#### [Task brief]
Each line of the records below that holds "Springwood" should be returned.
───
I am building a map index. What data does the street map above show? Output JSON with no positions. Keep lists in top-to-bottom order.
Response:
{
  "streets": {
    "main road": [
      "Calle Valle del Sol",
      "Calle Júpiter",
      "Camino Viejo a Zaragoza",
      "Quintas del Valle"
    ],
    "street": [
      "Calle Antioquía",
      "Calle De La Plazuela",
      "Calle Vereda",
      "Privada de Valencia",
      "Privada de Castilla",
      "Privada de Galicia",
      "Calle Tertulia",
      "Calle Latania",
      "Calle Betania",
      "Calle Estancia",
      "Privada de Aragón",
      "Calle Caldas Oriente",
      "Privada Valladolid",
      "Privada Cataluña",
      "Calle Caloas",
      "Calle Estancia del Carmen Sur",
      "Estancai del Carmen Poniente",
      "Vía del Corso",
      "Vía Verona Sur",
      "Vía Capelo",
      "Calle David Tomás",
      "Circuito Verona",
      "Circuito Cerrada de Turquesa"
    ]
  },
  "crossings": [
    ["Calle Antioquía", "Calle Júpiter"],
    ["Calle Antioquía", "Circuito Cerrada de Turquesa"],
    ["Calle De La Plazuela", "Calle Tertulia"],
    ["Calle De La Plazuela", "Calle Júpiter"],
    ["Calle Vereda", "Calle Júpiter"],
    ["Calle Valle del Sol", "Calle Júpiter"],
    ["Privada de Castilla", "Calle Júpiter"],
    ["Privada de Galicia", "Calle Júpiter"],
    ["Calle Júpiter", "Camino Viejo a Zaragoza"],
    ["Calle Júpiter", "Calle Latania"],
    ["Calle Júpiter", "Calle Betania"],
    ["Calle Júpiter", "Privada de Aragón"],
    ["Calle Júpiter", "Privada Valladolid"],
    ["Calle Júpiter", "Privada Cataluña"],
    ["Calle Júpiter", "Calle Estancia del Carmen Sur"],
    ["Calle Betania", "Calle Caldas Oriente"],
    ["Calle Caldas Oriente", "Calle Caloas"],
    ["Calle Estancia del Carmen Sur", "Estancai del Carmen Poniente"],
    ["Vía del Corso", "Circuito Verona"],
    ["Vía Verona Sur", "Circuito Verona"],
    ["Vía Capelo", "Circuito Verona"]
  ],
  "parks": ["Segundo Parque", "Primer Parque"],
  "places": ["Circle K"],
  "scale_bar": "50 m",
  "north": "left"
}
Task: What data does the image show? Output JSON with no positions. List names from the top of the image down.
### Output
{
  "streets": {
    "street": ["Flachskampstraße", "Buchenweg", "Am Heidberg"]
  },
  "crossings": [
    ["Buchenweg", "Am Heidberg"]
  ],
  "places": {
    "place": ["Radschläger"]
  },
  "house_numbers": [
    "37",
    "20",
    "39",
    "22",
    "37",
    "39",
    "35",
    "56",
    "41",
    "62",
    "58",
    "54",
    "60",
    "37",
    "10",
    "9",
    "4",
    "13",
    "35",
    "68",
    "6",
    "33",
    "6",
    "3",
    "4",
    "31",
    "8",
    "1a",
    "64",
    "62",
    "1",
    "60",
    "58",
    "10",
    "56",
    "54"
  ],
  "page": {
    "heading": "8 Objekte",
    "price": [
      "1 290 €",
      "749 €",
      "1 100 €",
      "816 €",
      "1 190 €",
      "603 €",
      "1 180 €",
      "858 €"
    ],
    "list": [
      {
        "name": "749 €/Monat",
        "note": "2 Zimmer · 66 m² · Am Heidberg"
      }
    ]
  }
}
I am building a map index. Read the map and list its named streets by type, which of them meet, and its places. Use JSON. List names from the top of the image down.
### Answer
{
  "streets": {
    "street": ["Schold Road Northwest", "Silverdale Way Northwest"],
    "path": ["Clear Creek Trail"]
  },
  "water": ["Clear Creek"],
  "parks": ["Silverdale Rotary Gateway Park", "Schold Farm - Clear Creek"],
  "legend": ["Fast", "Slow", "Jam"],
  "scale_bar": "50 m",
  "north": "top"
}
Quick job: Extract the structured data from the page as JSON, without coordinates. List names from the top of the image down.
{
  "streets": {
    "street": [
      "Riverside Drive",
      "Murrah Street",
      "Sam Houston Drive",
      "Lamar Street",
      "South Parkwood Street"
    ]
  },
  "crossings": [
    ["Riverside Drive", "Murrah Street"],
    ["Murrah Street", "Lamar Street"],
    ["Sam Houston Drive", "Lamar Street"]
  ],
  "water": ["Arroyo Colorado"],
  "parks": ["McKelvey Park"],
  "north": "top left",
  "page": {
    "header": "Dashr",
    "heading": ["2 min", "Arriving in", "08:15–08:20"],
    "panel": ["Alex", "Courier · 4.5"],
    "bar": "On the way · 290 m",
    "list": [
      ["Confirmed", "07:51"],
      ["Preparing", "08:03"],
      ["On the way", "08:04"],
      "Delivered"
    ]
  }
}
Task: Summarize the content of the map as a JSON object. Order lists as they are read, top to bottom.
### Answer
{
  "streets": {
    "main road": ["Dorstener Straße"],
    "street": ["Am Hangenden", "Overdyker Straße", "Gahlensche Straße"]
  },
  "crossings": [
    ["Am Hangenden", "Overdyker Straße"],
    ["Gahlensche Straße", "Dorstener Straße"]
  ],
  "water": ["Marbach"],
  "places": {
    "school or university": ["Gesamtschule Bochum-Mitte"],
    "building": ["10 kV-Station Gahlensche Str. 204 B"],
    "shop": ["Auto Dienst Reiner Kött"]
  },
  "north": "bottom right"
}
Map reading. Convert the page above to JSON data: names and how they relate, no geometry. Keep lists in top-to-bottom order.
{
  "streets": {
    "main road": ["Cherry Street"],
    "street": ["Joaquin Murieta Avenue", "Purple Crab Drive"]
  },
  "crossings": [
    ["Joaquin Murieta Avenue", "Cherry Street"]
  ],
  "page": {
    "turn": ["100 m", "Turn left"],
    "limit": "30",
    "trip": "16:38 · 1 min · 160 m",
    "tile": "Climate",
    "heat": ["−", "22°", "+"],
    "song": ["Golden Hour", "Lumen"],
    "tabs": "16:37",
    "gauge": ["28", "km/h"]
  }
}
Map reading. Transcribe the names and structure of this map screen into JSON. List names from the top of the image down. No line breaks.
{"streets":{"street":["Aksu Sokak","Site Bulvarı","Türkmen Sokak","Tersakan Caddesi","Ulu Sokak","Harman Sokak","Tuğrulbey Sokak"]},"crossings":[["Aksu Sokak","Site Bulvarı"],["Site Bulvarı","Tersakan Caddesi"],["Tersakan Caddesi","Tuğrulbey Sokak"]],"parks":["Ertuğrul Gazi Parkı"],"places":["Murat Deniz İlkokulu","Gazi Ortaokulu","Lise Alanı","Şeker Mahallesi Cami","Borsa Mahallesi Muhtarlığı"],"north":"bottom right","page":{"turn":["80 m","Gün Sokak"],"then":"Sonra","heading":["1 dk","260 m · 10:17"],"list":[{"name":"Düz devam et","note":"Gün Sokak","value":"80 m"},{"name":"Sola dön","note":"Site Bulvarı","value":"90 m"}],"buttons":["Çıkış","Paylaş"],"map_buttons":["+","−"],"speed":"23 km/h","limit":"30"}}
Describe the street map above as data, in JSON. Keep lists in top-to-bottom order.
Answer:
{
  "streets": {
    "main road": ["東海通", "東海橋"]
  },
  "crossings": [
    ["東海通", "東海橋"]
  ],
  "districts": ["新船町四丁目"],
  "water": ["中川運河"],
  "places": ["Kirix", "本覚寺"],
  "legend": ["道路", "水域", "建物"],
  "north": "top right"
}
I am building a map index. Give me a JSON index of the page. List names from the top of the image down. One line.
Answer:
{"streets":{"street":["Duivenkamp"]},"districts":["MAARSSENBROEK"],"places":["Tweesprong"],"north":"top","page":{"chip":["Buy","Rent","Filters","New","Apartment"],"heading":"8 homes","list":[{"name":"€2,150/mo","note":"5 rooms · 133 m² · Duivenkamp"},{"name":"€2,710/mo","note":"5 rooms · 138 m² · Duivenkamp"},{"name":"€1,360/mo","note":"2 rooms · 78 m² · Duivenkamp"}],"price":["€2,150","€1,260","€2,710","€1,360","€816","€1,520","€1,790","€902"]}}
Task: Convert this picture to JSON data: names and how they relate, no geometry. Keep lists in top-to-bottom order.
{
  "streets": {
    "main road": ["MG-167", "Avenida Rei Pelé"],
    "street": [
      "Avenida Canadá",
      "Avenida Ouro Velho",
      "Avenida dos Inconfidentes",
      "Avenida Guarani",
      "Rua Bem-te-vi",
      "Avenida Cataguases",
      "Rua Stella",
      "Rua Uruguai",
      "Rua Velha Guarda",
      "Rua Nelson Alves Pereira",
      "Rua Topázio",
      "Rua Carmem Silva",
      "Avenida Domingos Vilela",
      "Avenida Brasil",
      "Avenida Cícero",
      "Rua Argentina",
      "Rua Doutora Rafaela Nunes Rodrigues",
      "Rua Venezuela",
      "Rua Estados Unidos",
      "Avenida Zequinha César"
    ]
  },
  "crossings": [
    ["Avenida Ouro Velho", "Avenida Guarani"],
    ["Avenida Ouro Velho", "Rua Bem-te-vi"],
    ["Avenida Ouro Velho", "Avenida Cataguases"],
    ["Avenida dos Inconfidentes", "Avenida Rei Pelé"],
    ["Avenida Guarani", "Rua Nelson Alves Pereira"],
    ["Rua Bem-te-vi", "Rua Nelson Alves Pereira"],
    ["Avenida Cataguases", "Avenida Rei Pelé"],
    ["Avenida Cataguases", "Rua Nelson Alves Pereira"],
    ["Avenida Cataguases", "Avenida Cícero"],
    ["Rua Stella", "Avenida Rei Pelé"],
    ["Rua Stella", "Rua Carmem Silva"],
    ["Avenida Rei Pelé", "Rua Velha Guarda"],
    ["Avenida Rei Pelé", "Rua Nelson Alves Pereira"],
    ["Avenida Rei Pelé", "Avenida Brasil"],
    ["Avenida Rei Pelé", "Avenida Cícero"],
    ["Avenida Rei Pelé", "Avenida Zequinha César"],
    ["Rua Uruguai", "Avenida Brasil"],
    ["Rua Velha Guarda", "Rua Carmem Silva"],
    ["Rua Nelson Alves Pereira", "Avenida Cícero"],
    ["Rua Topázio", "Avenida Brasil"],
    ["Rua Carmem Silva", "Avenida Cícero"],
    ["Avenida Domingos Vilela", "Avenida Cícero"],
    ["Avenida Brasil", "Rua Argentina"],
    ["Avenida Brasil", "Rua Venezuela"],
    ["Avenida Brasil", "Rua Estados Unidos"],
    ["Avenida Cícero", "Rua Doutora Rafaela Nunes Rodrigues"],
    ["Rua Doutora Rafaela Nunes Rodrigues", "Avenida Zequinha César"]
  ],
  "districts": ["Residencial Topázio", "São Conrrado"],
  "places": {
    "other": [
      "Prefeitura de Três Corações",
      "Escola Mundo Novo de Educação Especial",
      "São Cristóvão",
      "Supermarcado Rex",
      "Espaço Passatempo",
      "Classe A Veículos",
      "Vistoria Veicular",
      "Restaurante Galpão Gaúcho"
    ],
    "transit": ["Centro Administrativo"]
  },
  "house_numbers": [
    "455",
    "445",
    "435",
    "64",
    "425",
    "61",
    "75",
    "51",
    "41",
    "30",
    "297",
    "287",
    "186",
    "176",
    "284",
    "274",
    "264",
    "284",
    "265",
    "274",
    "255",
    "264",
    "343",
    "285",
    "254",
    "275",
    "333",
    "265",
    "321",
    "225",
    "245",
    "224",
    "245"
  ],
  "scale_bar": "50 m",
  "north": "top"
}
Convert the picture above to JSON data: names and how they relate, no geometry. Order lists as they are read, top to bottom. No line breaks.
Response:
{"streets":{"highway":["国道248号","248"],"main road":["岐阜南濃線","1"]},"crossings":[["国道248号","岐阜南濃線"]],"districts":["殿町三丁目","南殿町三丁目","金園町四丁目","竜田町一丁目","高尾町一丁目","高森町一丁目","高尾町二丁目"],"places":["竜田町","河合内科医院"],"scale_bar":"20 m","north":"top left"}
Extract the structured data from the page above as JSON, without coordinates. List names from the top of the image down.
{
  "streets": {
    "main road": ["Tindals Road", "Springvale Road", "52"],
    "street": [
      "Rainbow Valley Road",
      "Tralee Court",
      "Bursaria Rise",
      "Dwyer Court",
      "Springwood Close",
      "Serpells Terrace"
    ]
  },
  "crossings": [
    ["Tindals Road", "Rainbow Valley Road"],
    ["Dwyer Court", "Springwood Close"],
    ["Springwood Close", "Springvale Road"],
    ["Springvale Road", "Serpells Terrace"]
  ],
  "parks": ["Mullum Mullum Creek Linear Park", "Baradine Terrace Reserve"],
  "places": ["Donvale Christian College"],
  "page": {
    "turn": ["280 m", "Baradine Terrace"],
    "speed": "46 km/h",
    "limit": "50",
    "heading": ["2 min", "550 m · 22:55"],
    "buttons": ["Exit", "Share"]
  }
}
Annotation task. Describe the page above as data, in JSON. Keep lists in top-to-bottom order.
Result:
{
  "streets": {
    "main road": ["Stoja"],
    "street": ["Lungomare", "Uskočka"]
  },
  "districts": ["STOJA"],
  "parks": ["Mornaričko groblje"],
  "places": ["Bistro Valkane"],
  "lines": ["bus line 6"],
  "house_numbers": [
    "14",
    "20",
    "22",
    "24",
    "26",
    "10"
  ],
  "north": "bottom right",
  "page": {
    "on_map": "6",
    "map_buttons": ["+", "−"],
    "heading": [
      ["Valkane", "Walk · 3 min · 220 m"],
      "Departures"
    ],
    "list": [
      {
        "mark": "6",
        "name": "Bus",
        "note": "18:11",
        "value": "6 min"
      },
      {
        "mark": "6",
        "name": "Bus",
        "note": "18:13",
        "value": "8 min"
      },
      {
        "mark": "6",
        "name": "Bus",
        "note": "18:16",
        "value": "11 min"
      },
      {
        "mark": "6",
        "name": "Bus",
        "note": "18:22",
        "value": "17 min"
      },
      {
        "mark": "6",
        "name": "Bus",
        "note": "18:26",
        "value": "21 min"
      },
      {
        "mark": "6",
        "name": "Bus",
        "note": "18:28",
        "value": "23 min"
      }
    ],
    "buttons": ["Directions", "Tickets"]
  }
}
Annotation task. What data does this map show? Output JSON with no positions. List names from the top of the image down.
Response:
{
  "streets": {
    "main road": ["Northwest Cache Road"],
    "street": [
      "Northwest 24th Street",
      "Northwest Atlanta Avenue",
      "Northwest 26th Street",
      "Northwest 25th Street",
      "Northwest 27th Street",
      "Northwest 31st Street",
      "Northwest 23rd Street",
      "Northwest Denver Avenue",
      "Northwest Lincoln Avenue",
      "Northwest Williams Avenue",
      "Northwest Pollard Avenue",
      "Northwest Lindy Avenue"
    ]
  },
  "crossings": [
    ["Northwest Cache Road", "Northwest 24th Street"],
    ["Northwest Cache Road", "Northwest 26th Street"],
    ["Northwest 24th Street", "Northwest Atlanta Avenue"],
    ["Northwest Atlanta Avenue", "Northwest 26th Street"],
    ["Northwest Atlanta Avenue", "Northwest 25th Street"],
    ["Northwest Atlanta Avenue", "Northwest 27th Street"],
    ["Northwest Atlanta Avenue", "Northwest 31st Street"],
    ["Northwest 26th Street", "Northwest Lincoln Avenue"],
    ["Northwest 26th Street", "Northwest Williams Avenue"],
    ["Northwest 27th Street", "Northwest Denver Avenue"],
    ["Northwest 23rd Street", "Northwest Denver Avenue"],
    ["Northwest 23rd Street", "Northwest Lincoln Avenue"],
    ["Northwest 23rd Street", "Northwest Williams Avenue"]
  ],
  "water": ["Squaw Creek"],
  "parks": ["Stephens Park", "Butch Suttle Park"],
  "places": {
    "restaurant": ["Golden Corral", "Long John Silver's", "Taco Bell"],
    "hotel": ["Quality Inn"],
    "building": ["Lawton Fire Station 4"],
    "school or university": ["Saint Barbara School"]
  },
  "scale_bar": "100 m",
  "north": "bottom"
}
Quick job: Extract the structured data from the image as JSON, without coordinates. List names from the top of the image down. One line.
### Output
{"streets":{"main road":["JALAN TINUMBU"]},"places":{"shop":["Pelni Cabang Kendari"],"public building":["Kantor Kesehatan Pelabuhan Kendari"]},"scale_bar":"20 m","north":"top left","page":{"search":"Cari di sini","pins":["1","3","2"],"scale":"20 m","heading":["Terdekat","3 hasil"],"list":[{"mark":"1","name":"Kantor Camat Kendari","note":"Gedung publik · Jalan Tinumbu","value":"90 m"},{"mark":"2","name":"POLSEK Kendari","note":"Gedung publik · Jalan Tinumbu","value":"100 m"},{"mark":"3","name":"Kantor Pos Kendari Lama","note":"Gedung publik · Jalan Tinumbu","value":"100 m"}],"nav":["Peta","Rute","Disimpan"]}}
───
#### [Written solution]
      "Springwood Close",
    ["Dwyer Court", "Springwood Close"],
    ["Springwood Close", "Springvale Road"],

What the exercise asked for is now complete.